Every line of the entries with the word "fabs" in it should be shown.

>>>

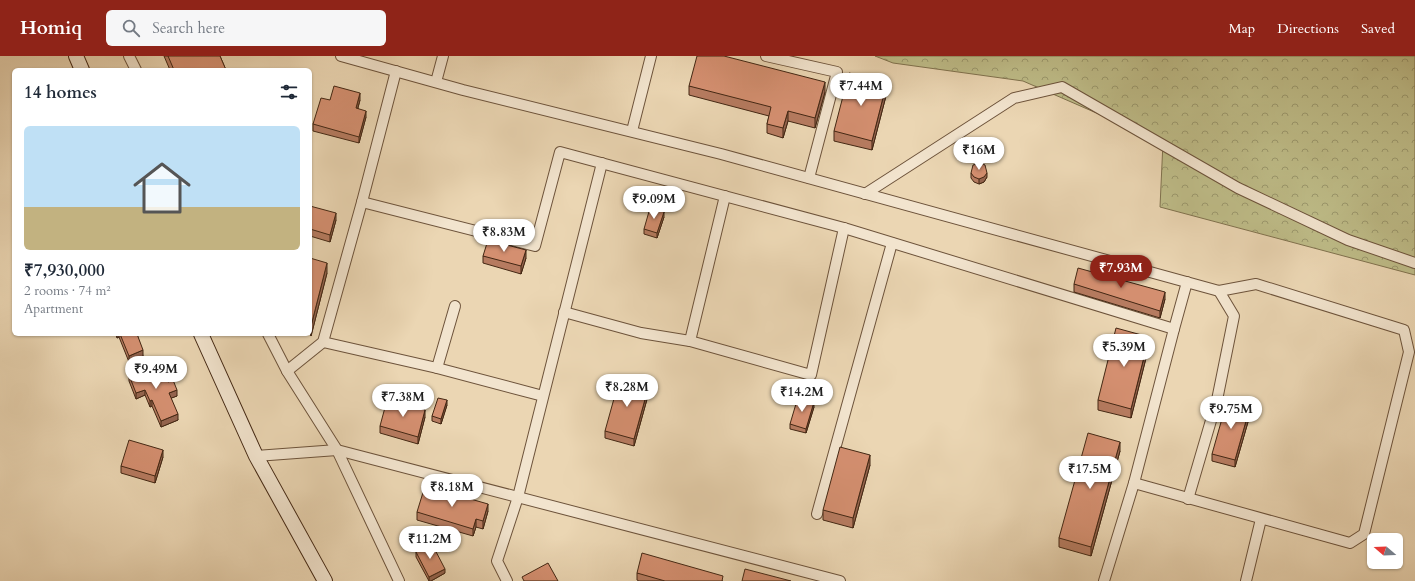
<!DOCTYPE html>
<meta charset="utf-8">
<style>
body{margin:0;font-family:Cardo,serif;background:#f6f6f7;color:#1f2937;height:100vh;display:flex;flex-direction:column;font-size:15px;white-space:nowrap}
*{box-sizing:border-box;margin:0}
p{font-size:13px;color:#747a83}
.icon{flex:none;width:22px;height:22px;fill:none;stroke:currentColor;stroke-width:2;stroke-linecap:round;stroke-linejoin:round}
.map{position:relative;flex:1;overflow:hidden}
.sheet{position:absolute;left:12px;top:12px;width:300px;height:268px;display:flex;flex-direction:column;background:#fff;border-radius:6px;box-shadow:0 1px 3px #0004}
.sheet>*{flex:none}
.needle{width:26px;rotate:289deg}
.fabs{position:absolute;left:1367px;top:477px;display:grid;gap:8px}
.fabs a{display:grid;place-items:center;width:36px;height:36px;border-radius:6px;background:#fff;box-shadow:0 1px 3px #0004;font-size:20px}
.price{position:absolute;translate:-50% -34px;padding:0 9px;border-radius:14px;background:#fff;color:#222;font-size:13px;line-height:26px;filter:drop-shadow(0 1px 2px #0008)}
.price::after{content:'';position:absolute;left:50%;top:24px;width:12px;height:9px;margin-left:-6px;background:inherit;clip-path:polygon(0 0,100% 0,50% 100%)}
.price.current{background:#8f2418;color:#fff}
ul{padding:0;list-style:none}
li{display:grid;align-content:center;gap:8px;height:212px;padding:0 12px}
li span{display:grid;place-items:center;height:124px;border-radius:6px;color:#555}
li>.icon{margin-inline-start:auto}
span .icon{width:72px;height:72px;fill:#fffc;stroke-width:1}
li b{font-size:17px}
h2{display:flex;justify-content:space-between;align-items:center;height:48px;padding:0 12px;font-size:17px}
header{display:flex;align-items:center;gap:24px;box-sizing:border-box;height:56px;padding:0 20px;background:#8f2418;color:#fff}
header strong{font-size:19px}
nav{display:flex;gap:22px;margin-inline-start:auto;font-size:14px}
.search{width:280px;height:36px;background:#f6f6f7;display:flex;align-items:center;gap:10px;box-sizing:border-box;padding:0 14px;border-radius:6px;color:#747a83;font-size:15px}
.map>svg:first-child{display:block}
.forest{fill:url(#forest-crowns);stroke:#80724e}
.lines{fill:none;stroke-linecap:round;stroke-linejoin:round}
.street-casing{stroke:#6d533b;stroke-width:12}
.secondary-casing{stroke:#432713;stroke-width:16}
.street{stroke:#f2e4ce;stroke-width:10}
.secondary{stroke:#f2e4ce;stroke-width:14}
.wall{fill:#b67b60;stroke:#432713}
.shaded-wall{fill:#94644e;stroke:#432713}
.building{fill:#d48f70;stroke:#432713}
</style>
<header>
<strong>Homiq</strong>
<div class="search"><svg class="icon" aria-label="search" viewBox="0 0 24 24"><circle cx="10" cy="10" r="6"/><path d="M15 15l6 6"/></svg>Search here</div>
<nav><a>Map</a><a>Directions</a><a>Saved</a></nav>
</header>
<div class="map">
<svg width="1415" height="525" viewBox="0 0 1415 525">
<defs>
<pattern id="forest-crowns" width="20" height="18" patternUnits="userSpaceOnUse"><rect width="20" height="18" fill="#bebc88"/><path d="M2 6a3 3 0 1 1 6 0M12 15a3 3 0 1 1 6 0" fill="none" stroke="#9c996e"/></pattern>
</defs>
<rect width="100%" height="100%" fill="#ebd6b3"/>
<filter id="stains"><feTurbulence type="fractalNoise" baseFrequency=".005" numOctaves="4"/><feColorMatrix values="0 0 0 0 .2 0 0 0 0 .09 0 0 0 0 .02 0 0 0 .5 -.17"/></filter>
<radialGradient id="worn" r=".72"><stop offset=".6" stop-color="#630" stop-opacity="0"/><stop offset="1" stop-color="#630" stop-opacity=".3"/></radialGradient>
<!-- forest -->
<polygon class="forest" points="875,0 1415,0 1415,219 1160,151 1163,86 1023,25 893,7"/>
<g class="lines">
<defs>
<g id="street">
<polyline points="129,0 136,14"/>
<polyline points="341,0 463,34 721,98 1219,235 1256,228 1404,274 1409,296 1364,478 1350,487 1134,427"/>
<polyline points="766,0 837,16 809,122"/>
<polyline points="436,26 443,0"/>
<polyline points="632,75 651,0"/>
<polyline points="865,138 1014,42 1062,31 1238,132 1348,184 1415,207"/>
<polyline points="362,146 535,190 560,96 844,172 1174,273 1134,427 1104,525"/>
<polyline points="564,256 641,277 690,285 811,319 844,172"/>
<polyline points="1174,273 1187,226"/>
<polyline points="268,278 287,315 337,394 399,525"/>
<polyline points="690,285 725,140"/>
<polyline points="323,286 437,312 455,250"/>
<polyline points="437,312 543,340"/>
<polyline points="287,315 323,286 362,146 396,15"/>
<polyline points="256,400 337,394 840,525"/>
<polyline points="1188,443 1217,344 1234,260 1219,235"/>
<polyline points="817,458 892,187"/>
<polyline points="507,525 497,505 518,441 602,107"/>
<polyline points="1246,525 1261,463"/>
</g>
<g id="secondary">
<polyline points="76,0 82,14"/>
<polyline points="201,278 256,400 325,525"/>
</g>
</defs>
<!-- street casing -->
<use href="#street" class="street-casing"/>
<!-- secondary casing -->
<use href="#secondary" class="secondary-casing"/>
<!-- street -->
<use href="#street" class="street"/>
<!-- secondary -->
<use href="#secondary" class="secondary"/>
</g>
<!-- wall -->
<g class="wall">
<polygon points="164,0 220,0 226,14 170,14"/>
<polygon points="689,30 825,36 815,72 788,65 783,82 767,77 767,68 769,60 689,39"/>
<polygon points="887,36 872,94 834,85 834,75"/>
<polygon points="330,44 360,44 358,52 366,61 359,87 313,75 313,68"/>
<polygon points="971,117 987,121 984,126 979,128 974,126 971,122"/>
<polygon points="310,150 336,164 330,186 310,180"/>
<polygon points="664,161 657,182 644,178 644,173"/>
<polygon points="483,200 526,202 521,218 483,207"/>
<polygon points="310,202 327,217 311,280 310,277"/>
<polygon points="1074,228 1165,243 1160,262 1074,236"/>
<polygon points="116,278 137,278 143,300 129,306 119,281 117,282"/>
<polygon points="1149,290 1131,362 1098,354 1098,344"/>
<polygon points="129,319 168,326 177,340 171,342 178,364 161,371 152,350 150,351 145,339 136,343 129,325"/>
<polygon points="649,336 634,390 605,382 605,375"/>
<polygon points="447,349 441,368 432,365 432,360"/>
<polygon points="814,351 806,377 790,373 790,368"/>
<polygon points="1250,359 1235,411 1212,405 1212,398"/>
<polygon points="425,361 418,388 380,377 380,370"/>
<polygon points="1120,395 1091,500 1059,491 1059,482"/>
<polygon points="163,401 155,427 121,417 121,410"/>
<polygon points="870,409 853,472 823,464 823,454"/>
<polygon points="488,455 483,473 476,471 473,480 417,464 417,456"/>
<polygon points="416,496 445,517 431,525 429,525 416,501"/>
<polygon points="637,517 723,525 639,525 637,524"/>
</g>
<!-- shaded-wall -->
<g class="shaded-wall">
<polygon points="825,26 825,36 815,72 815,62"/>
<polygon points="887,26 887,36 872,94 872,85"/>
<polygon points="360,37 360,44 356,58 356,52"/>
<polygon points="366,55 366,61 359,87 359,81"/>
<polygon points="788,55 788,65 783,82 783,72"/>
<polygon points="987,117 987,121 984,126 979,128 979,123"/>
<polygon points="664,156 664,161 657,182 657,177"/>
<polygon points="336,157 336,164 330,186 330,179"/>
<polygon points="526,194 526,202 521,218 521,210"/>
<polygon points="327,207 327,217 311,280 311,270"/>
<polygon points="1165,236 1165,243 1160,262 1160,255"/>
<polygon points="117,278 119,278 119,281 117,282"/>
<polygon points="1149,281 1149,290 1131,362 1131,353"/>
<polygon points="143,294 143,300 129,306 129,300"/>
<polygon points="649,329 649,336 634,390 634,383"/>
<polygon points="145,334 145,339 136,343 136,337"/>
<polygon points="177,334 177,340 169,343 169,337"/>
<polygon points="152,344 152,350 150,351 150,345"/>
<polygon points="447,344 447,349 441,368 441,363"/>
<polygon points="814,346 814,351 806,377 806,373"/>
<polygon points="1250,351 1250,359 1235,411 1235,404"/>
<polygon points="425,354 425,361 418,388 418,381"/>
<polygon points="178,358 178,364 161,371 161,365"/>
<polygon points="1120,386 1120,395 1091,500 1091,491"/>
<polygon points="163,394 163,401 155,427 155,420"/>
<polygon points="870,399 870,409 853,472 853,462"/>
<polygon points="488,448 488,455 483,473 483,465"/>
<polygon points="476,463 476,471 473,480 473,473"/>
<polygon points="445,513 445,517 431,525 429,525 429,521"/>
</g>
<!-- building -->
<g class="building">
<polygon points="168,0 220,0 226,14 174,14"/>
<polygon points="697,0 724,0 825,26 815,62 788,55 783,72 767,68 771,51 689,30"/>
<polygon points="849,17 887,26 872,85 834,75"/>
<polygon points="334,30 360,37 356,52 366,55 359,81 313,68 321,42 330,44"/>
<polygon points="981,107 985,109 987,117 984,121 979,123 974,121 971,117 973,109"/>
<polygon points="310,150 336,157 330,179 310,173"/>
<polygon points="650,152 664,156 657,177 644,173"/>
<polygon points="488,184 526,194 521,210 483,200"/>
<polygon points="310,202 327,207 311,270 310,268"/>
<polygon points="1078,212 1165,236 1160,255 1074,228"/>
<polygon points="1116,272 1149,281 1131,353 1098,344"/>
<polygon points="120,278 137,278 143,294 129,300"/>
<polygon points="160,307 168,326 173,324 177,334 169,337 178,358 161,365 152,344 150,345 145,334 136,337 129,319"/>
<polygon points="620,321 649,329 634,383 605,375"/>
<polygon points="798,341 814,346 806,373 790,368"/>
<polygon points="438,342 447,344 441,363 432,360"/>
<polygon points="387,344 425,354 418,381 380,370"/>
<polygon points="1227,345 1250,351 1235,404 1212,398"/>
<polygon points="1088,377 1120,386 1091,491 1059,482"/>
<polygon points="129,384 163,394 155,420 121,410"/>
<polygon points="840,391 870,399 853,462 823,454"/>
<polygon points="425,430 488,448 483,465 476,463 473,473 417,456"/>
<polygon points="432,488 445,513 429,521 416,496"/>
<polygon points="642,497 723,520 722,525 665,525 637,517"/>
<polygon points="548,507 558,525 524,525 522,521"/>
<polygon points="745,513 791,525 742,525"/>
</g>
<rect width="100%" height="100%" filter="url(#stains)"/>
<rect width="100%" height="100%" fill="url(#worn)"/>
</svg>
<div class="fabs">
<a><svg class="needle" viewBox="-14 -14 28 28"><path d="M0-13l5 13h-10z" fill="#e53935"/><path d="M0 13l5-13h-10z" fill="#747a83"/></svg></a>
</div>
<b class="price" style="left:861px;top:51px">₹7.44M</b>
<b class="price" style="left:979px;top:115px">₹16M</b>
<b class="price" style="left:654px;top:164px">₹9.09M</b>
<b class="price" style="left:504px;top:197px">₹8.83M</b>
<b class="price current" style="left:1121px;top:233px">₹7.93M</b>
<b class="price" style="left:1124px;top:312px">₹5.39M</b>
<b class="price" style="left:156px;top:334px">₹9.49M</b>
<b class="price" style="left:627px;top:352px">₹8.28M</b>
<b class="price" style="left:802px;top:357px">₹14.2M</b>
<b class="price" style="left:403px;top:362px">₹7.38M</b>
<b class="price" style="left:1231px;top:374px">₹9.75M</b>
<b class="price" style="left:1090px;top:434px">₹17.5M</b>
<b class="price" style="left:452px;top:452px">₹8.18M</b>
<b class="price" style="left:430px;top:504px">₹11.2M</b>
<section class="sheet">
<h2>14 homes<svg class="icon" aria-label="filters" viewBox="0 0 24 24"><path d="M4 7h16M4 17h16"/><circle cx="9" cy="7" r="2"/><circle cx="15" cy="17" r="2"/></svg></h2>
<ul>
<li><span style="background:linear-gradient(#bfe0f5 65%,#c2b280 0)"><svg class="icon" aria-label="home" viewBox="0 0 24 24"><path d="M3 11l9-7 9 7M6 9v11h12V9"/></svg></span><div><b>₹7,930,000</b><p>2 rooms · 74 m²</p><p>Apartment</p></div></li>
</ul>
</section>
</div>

<<<
>>>

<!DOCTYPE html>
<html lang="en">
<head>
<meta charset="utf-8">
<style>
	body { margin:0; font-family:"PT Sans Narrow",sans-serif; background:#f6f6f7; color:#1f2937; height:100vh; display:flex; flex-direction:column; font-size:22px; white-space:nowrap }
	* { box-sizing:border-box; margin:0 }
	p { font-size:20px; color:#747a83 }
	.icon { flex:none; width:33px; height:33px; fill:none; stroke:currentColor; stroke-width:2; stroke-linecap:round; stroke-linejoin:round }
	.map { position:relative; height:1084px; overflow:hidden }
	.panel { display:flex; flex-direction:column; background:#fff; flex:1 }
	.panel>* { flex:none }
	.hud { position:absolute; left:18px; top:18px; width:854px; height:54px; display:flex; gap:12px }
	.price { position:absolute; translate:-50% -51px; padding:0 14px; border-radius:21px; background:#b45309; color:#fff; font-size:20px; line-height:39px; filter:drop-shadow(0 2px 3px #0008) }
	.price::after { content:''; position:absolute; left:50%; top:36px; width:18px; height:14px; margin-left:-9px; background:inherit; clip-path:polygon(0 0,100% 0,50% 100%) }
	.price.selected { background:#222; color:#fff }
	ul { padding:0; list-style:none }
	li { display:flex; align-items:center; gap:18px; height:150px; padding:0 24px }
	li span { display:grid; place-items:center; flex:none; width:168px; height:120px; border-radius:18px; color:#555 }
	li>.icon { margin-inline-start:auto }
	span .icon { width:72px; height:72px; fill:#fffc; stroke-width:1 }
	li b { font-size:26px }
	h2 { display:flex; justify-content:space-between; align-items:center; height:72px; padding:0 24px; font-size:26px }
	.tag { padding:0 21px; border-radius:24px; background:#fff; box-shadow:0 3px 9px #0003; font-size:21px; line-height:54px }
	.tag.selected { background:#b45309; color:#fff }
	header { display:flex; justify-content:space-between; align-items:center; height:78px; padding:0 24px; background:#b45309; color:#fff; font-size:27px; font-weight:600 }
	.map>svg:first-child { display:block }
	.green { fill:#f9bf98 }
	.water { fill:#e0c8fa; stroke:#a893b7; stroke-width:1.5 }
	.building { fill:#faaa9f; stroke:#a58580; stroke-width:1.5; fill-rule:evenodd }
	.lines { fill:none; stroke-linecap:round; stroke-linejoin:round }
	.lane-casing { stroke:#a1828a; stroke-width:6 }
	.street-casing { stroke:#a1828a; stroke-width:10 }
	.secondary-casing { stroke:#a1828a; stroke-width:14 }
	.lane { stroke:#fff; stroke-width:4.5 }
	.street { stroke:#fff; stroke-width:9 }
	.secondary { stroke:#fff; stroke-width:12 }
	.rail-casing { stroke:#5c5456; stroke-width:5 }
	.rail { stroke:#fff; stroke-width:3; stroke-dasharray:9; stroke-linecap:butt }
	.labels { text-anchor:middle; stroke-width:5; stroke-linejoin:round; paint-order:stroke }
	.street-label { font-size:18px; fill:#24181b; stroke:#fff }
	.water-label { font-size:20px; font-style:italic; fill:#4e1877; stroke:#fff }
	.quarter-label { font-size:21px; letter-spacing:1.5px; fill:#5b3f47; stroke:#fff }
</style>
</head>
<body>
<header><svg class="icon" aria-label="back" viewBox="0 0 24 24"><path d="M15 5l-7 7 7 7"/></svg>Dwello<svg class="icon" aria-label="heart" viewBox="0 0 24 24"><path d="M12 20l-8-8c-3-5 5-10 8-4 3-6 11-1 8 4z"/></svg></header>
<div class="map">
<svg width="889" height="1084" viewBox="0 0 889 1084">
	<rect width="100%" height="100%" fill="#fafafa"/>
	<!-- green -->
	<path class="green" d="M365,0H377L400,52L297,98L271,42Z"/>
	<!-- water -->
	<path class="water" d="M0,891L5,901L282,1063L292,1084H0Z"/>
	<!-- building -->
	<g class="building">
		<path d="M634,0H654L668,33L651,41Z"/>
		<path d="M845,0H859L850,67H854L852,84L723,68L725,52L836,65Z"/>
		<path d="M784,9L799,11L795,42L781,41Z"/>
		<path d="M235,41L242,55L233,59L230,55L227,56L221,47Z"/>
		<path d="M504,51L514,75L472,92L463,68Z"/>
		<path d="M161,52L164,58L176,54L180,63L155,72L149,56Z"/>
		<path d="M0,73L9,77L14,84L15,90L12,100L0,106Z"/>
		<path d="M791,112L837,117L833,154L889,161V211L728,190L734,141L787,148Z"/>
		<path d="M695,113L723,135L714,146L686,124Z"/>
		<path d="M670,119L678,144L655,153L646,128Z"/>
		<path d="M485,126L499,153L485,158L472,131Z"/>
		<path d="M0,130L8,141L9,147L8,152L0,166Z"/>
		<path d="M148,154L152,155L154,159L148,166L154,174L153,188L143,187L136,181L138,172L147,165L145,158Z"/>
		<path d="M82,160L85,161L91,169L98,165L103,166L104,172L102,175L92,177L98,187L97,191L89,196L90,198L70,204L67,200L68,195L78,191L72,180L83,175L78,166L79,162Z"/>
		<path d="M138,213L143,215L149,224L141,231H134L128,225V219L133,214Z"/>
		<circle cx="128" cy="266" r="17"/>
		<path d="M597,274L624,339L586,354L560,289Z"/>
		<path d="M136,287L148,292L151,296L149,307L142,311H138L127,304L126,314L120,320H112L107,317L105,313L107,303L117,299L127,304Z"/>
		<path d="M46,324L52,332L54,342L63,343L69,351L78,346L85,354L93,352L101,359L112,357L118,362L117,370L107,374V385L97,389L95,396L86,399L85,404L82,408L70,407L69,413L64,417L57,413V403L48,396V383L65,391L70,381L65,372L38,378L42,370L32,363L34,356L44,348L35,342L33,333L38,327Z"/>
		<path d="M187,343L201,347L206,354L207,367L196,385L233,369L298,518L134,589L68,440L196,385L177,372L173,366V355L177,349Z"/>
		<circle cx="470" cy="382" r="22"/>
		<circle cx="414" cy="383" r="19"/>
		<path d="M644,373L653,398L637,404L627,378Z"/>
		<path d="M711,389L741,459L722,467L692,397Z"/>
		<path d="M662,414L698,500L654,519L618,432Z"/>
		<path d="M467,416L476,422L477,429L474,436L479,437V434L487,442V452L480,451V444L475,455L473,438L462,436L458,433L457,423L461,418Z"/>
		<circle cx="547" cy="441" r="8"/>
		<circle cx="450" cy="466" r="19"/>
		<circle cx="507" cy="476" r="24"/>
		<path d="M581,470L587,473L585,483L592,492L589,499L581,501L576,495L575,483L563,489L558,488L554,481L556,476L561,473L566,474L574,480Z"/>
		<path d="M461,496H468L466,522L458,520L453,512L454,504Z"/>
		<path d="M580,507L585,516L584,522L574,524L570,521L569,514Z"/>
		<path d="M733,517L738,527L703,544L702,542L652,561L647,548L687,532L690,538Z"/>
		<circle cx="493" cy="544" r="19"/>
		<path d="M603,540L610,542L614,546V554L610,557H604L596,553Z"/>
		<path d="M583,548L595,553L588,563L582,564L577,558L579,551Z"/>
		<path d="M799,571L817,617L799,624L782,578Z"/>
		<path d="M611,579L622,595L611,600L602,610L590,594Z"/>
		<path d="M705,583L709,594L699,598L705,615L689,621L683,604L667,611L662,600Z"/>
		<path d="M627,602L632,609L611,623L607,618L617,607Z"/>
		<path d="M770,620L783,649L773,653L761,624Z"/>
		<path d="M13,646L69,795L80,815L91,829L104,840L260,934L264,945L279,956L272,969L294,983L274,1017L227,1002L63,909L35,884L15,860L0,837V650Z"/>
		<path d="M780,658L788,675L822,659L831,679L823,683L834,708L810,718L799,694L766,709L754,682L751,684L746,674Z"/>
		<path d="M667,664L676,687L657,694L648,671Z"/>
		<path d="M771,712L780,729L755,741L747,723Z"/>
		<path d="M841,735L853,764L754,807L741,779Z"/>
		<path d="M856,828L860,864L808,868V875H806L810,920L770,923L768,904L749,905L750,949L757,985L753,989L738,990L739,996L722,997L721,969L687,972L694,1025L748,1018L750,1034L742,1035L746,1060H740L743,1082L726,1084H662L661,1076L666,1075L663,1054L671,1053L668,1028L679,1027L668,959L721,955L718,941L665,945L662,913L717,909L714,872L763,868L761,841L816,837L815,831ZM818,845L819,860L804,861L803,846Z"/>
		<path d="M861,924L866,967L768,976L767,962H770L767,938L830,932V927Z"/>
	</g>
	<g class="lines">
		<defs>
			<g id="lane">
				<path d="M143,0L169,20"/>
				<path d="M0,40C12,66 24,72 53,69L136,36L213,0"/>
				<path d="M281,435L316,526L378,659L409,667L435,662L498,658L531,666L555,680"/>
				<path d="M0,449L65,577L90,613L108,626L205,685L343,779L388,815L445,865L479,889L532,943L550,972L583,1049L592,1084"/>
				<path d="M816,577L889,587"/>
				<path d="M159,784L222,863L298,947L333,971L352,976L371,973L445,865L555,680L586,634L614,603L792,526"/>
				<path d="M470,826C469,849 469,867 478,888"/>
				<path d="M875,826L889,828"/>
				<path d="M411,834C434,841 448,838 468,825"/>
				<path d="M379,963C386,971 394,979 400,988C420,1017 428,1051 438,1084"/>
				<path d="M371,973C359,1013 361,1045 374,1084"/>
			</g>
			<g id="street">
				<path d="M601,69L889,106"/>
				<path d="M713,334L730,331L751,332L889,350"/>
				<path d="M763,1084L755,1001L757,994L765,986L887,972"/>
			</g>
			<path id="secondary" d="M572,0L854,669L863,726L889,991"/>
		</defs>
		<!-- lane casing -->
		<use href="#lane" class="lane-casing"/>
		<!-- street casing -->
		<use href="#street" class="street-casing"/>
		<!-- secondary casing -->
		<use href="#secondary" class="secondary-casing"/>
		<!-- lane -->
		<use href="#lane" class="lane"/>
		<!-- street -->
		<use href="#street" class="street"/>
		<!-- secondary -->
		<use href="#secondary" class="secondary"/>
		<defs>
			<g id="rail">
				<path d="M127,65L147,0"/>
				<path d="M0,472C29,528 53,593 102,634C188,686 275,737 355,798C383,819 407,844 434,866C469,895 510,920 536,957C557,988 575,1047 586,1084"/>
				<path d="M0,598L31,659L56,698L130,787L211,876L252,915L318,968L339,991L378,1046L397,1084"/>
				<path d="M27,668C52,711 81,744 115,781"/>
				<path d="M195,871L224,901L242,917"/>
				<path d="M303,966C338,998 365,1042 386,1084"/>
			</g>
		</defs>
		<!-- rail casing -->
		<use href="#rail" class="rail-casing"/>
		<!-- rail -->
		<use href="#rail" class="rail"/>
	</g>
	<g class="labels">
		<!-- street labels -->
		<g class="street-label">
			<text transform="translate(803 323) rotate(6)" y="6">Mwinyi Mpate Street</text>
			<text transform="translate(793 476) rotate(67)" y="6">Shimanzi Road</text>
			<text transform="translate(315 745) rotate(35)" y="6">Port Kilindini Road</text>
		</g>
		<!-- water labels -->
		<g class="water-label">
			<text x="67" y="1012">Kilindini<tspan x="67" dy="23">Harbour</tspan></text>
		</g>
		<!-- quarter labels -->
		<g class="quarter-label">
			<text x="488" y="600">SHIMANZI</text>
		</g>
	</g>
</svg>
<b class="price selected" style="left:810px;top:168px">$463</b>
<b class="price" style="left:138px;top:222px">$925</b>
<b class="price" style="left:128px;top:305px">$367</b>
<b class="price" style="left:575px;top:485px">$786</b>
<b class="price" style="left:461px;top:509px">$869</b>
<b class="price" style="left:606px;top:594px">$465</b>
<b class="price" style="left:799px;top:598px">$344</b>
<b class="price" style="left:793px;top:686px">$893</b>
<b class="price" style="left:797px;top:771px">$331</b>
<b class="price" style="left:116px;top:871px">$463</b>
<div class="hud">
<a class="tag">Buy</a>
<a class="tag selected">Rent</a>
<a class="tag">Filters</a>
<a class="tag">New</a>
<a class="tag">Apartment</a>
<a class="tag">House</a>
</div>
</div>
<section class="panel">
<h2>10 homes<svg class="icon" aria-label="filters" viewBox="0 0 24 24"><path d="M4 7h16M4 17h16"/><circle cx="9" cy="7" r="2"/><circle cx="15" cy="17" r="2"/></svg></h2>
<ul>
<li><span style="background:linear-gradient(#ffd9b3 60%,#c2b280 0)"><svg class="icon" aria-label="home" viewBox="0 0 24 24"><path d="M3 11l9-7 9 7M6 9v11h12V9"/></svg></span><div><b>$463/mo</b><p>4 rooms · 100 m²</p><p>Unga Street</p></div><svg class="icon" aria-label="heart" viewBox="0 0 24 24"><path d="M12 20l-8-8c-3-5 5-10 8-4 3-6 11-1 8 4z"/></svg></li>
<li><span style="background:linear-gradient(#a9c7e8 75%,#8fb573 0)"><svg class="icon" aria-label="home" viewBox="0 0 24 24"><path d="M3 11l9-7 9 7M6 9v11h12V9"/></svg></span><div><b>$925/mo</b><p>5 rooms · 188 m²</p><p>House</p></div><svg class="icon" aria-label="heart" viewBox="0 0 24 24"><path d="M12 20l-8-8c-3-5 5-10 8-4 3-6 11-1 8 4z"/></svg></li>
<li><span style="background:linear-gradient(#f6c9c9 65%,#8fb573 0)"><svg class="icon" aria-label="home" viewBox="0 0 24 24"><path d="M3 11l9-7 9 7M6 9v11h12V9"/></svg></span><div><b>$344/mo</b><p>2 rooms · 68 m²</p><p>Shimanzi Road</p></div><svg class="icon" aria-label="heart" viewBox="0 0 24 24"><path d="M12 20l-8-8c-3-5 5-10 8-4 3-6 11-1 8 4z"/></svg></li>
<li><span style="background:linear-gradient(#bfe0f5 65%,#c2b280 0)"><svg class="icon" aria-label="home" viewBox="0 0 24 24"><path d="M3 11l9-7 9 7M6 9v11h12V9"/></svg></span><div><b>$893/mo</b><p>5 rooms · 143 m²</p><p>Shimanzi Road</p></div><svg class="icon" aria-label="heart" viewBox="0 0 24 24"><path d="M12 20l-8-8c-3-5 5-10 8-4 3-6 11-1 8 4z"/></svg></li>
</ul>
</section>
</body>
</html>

<<<

• ANSWER SECTION:
.fabs{position:absolute;left:1367px;top:477px;display:grid;gap:8px}
.fabs a{display:grid;place-items:center;width:36px;height:36px;border-radius:6px;background:#fff;box-shadow:0 1px 3px #0004;font-size:20px}
<div class="fabs">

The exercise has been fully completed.